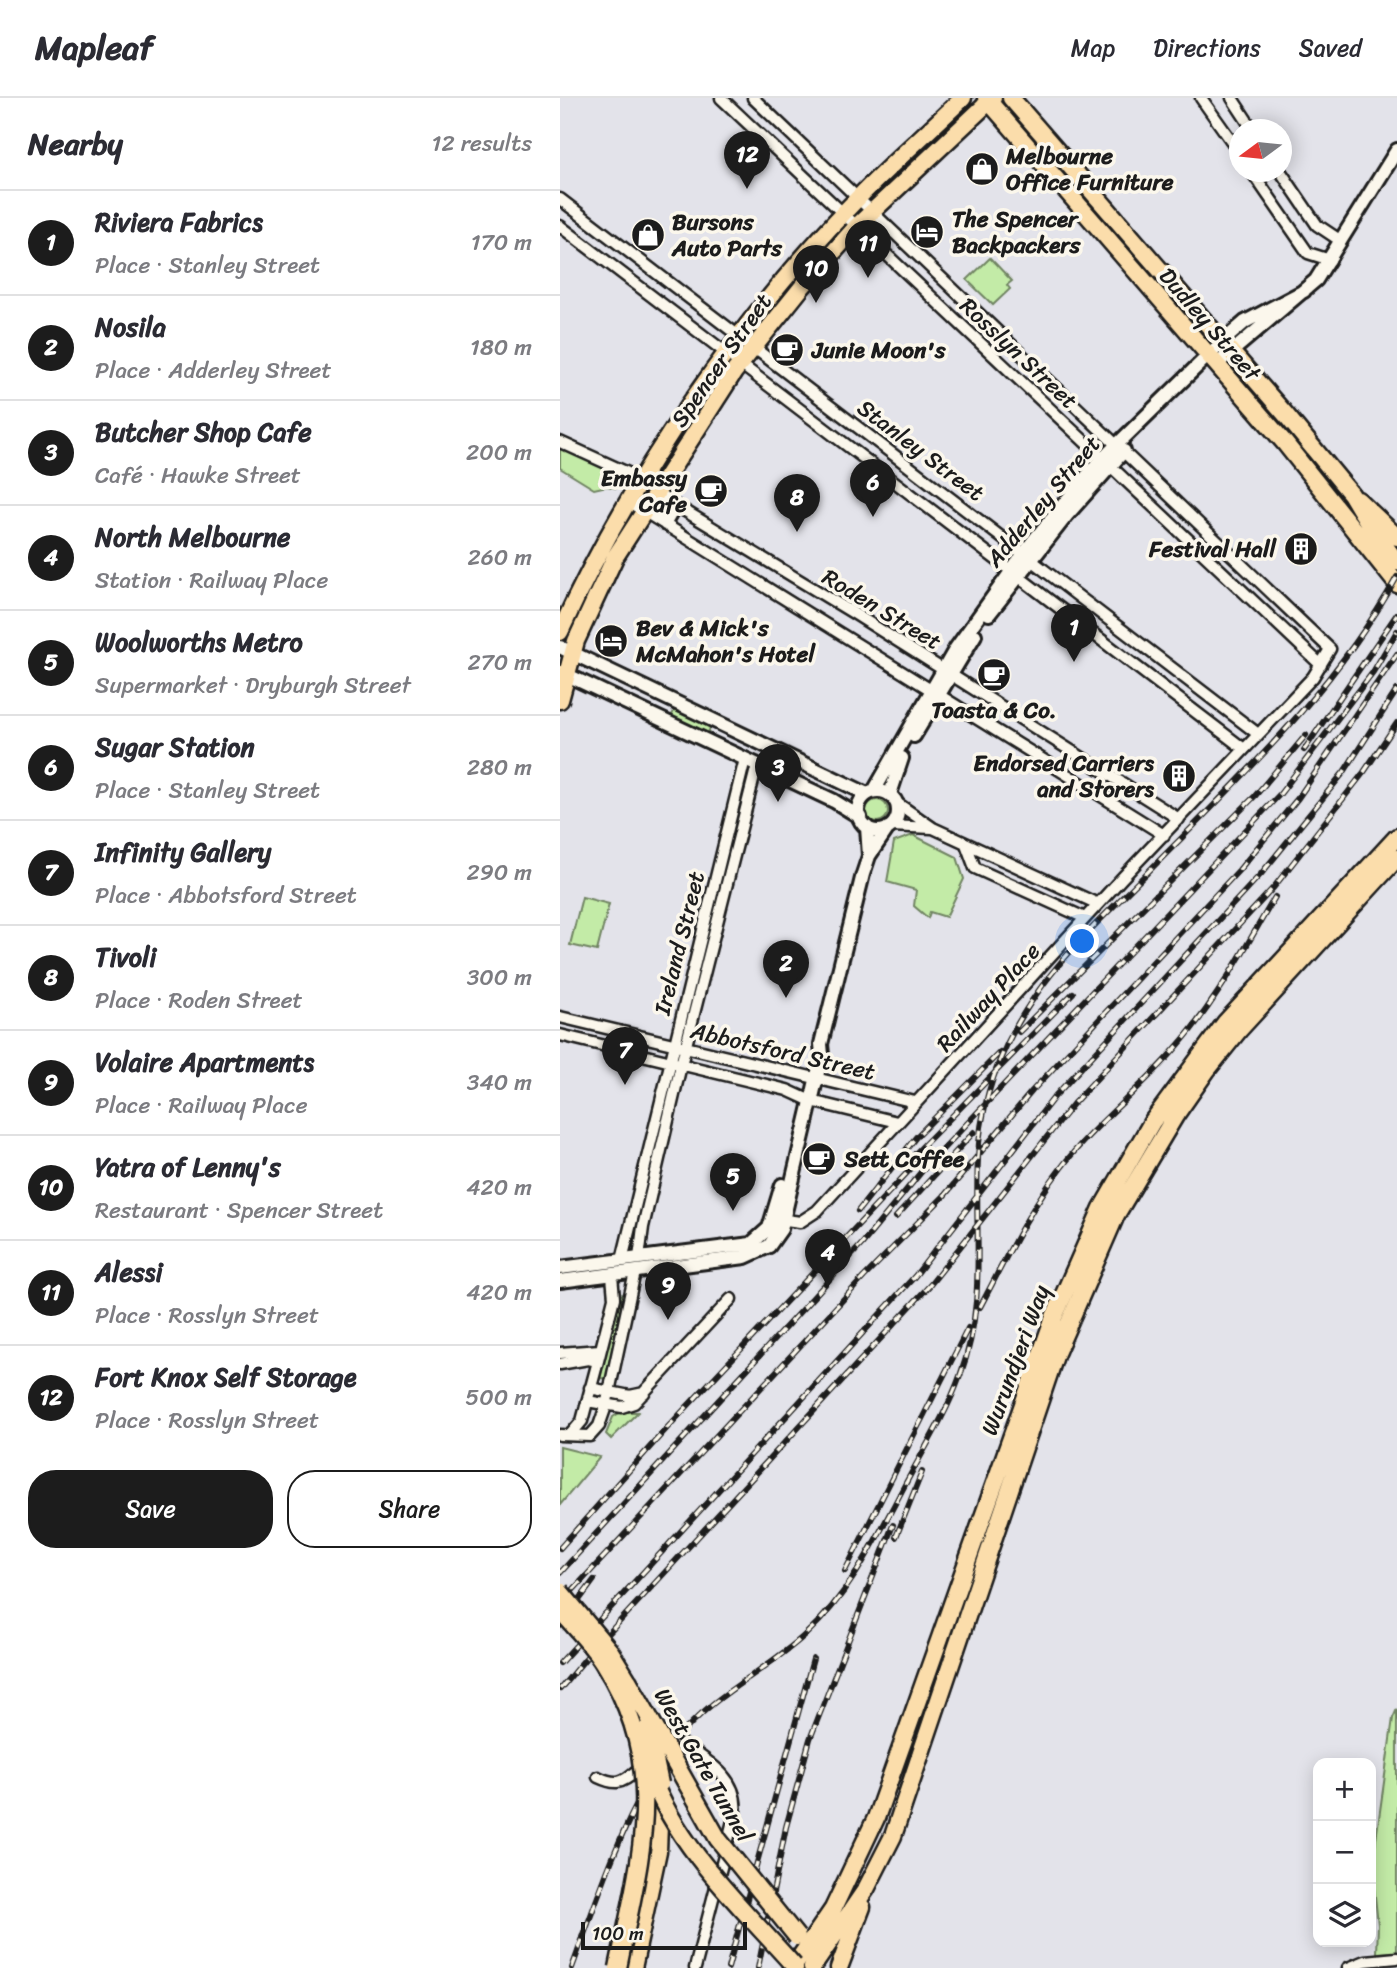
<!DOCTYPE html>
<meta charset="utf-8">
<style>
body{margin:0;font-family:Sriracha,sans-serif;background:#f7f7f7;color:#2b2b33}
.controls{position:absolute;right:21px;bottom:21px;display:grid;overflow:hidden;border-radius:14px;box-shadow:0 4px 18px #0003}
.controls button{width:63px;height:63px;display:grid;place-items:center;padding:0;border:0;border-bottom:2px solid #e1e1e2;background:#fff;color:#2b2b33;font:35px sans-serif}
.compass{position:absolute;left:669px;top:21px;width:63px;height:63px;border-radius:50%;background:#fff;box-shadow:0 4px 18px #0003;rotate:255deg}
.scale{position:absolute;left:21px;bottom:18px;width:166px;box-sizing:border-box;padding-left:7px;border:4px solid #1c1c1c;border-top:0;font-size:19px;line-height:24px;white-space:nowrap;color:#1c1c1c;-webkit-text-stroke:5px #fbf7ec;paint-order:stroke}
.you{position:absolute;left:523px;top:844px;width:24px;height:24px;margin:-18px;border:5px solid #fff;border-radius:50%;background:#1a73e8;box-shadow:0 0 0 10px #1a73e833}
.badge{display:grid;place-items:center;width:46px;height:46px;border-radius:50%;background:#1c1c1c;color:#fff;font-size:23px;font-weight:700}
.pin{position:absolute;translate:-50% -58px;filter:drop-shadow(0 2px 4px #0008)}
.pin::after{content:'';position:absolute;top:37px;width:24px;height:21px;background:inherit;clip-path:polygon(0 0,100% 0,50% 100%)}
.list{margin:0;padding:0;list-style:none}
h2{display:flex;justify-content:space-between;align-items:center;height:91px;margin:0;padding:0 28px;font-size:30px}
h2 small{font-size:23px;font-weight:400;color:#7c7c81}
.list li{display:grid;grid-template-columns:46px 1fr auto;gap:21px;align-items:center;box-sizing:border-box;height:105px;padding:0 28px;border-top:2px solid #e1e1e2}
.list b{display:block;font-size:26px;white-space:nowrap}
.list p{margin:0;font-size:23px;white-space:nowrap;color:#7c7c81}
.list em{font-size:23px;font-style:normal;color:#7c7c81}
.actions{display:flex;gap:14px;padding:21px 28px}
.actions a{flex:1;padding:16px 0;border:2px solid #1c1c1c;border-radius:28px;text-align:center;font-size:24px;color:#1c1c1c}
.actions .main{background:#1c1c1c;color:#fff}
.icon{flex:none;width:38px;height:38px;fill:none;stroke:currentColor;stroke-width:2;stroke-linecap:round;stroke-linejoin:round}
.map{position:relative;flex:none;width:837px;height:1870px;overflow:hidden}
header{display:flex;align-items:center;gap:42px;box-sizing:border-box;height:98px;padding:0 35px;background:#fff;border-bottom:2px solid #e1e1e2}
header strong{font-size:33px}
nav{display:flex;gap:38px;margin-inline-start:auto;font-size:24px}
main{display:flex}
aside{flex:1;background:#fff}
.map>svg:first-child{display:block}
</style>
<header>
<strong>Mapleaf</strong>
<nav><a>Map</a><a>Directions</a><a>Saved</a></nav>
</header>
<main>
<aside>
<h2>Nearby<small>12 results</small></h2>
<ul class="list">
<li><span class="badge">1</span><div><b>Riviera Fabrics</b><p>Place · Stanley Street</p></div><em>170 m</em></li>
<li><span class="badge">2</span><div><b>Nosila</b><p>Place · Adderley Street</p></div><em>180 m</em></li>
<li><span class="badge">3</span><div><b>Butcher Shop Cafe</b><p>Café · Hawke Street</p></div><em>200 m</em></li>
<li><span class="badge">4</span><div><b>North Melbourne</b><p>Station · Railway Place</p></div><em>260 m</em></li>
<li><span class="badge">5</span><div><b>Woolworths Metro</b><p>Supermarket · Dryburgh Street</p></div><em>270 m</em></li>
<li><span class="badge">6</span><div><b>Sugar Station</b><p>Place · Stanley Street</p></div><em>280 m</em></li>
<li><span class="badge">7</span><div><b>Infinity Gallery</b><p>Place · Abbotsford Street</p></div><em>290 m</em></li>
<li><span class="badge">8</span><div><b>Tivoli</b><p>Place · Roden Street</p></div><em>300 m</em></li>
<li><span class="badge">9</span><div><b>Volaire Apartments</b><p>Place · Railway Place</p></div><em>340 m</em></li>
<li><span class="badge">10</span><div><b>Yatra of Lenny's</b><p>Restaurant · Spencer Street</p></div><em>420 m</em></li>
<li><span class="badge">11</span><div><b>Alessi</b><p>Place · Rosslyn Street</p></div><em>420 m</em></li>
<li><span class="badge">12</span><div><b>Fort Knox Self Storage</b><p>Place · Rosslyn Street</p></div><em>500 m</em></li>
</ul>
<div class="actions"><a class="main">Save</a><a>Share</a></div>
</aside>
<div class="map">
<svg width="837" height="1870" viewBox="0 0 837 1870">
<rect width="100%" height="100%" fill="#e3e3ea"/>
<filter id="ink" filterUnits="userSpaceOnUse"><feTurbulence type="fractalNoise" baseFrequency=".0143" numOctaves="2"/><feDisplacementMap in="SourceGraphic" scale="14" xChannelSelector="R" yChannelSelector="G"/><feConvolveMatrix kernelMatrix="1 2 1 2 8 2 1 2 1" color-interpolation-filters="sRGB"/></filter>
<g filter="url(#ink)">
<path fill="#c3eba7" stroke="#708462" stroke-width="2" d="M430 160 452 183 447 187 450 191 433 207 407 182Z
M0 348 63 379 56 390 47 388 34 391 0 370Z
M115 611 151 628 147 637 111 619Z
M306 713a11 11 0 1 1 22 0a11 11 0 1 1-22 0Z
M353 737 397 759 404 781 386 819 370 814 368 820 354 808 356 792 327 784 334 744Z
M22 799 49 806 37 853 10 847Z
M65 1196 48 1281 40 1280 59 1197Z
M61 1314H78L51 1341 46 1336 53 1319Z
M0 1349 40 1359 0 1407Z
M837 1611V1854L817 1855 818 1827 812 1770 833 1620Z"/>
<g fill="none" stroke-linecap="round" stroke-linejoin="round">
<g stroke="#1c1c1c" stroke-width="15">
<path id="minor" d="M161 0 761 567
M193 0 770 551 753 579 562 780 257 1113 240 1124 219 1121
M641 0 680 55
M672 0 693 32
M692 74 748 155 770 162
M721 74 757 127 781 143
M0 101 698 636
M0 128 684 651
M0 344 68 375 107 402 295 516 619 721
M69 404 604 737
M105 427 116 408
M337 705 373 730 538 806
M331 728 372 730
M406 746 415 770 525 820
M0 919 355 1004
M0 937 227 992 251 1003 337 1024
M79 1160 83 1129 121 967 197 667
M62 1162 185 661
M0 1255 40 1252
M0 1266 28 1261 38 1263
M30 1290 70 1298 84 1295
M27 1303 62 1309 74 1305 171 1201
M11 1336 22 1323 38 1263 54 1200 52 1178
M0 1337 30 1338 39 1328 46 1308 75 1174
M105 1639H113C139 1659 180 1676 175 1715L135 1870
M38 1679C55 1687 62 1686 76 1673
M788 1870 805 1863 837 1860"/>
</g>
<g stroke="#1c1c1c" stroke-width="18">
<path id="tertiary" d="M656 267 756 182 837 52
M429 516 507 417 564 353
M0 549 307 696
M1 574 274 703 300 719
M354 638 415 537
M314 693 396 550 473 443 535 368 662 244 685 224 744 193
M298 713a20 20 0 1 1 40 0a20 20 0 1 1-40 0Z
M330 696 342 660
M307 729 309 758
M0 1170 191 1146 209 1130 222 1087
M0 1183 185 1159 209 1148 221 1131 262 957 261 946 303 776 309 758 328 730"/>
</g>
<g stroke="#1c1c1c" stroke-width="21">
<path id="primary" d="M426 0 724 344 837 486
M451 0 726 317 791 396 812 431 837 464
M798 402 837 439
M0 534C70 380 180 220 299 99 332 65 369 33 403 0
M0 602 16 543 55 459 174 274 242 189 297 128 433 0
M73 1870 98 1753 100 1700"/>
</g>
<g stroke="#1c1c1c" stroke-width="21">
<path id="trunk" d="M235 1870 234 1868 273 1811 316 1720 494 1219 542 1110 592 1024 665 925 837 739
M252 1870 306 1791 333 1738 496 1255 556 1117 615 1018 647 972 679 932 837 760
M279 1870 302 1809"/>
</g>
<use href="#minor" stroke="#fbf7ec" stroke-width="10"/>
<use href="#tertiary" stroke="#fbf7ec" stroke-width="12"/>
<use href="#primary" stroke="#fbddab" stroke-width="16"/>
<use href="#trunk" stroke="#fbddab" stroke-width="16"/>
<g stroke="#1c1c1c" stroke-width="6">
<path id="rail" d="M744 652 837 516
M459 934 695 698 746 637
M349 1062 513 895
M298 1113 356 1039 440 954
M336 1119 414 1034
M420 1209C445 1162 468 1113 501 1070 534 1026 579 993 615 951 656 905 684 851 715 799
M336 1439 362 1374
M0 1450 107 1330 361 1060
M285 1473 408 1230
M0 1475 302 1146 362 1073 720 696 813 574 837 533
M0 1506 304 1179 384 1098 472 993 679 772 738 700 837 556
M0 1528 34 1482
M0 1565 355 1178 495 998 701 776 740 728 784 674 837 592
M0 1591 25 1561 370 1187 513 1006 714 789 804 674 837 625
M12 1870C41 1791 65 1710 117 1642 151 1597 205 1574 246 1536 292 1494 318 1437 347 1383 366 1348 387 1314 400 1278 429 1201 412 1124 419 1045 424 994 443 946 471 904 501 858 544 818 583 779 674 686 774 594 837 479
M168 1870 253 1561
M198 1870 226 1729 250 1641 333 1427"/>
</g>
<use href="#rail" stroke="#fbf7ec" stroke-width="3.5" stroke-dasharray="10" stroke-linecap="butt"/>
<g stroke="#1c1c1c" stroke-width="21" stroke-linecap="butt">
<path id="primary-bridge" d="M0 1493 50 1553 72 1589
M0 1512C15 1530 32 1546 44 1566 110 1670 80 1759 58 1870
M68 1582 158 1741 237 1839
M88 1629 100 1686
M90 1675C118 1751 181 1808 234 1868"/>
</g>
<use href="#primary-bridge" stroke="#fbddab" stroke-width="16"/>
</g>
</g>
<defs>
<g id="shop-disc" transform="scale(1.75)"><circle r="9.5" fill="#1c1c1c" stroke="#fbf7ec"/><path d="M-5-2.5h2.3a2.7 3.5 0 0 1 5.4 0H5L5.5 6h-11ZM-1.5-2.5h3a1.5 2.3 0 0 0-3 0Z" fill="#fff"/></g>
<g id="hotel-disc" transform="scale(1.75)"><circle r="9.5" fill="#1c1c1c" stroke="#fbf7ec"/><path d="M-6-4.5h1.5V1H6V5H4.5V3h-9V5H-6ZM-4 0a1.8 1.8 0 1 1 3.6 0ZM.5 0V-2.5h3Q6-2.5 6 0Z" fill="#fff"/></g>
<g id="cafe-disc" transform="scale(1.75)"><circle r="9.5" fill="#1c1c1c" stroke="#fbf7ec"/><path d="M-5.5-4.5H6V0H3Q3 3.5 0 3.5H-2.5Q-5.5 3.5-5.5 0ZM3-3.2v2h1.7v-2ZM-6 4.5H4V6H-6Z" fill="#fff"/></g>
<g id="building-disc" transform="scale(1.75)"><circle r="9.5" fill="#1c1c1c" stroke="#fbf7ec"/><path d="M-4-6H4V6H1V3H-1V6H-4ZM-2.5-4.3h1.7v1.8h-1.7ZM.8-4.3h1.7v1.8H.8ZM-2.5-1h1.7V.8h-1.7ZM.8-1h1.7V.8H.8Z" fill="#fff"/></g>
</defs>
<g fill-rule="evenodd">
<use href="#shop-disc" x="422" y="71"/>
<use href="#hotel-disc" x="367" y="134"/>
<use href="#shop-disc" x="88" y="137"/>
<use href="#cafe-disc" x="227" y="252"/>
<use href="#cafe-disc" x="151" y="393"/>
<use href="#building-disc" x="741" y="451"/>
<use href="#hotel-disc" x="51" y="543"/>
<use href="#cafe-disc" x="434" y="577"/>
<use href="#building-disc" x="619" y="678"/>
<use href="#cafe-disc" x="259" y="1061"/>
</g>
<g text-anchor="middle" stroke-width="7" stroke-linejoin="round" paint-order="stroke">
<g font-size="23" font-weight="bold" fill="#1c1c1c" stroke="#fbf7ec" text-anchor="start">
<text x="446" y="66">Melbourne<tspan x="446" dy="26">Office Furniture</tspan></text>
<text x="392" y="129">The Spencer<tspan x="392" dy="26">Backpackers</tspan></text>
<text x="112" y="132">Bursons<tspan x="112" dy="26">Auto Parts</tspan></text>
<text x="252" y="260">Junie Moon's</text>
<text x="127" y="388" text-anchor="end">Embassy<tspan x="127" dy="26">Cafe</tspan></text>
<text x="716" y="459" text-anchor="end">Festival Hall</text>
<text x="76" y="538">Bev &amp; Mick's<tspan x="76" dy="26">McMahon's Hotel</tspan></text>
<text x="434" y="620" text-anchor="middle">Toasta &amp; Co.</text>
<text x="594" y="673" text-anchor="end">Endorsed Carriers<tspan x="594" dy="26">and Storers</tspan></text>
<text x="284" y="1069">Sett Coffee</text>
</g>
<g font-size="23" fill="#1c1c1c" stroke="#fbf7ec">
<text transform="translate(650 226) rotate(49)" y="8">Dudley Street</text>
<text transform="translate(459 255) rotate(43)" y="8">Rosslyn Street</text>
<text transform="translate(161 262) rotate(-55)" y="8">Spencer Street</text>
<text transform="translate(361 352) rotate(37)" y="8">Stanley Street</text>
<text transform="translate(483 403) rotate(-50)" y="8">Adderley Street</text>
<text transform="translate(322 511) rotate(31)" y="8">Roden Street</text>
<text transform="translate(119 845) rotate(-76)" y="8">Ireland Street</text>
<text transform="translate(428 899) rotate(-47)" y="8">Railway Place</text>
<text transform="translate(223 953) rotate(13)" y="8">Abbotsford Street</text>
<text transform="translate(455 1262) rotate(-70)" y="8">Wurundjeri Way</text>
<text transform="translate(144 1667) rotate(60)" y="8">West Gate Tunnel</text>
</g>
</g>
</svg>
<div class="controls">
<button>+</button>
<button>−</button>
<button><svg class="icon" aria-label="layers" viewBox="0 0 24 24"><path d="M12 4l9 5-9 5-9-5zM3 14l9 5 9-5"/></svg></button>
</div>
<svg class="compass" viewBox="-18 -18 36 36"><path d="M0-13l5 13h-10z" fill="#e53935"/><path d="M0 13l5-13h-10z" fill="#7c7c81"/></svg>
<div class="scale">100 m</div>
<div class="you"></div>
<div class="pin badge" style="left:514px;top:564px">1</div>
<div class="pin badge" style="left:226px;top:900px">2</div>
<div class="pin badge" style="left:218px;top:704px">3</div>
<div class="pin badge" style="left:268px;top:1189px">4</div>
<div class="pin badge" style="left:173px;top:1113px">5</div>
<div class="pin badge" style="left:313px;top:419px">6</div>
<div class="pin badge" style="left:65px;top:987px">7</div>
<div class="pin badge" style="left:237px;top:434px">8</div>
<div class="pin badge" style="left:108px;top:1222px">9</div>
<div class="pin badge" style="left:256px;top:205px">10</div>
<div class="pin badge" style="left:308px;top:180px">11</div>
<div class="pin badge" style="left:187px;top:91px">12</div>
</div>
</main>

DIRECTIONS –
Copy each line of the preceding material that contains "controls".

SOLUTION TO THIS PROBLEM –
.controls{position:absolute;right:21px;bottom:21px;display:grid;overflow:hidden;border-radius:14px;box-shadow:0 4px 18px #0003}
.controls button{width:63px;height:63px;display:grid;place-items:center;padding:0;border:0;border-bottom:2px solid #e1e1e2;background:#fff;color:#2b2b33;font:35px sans-serif}
<div class="controls">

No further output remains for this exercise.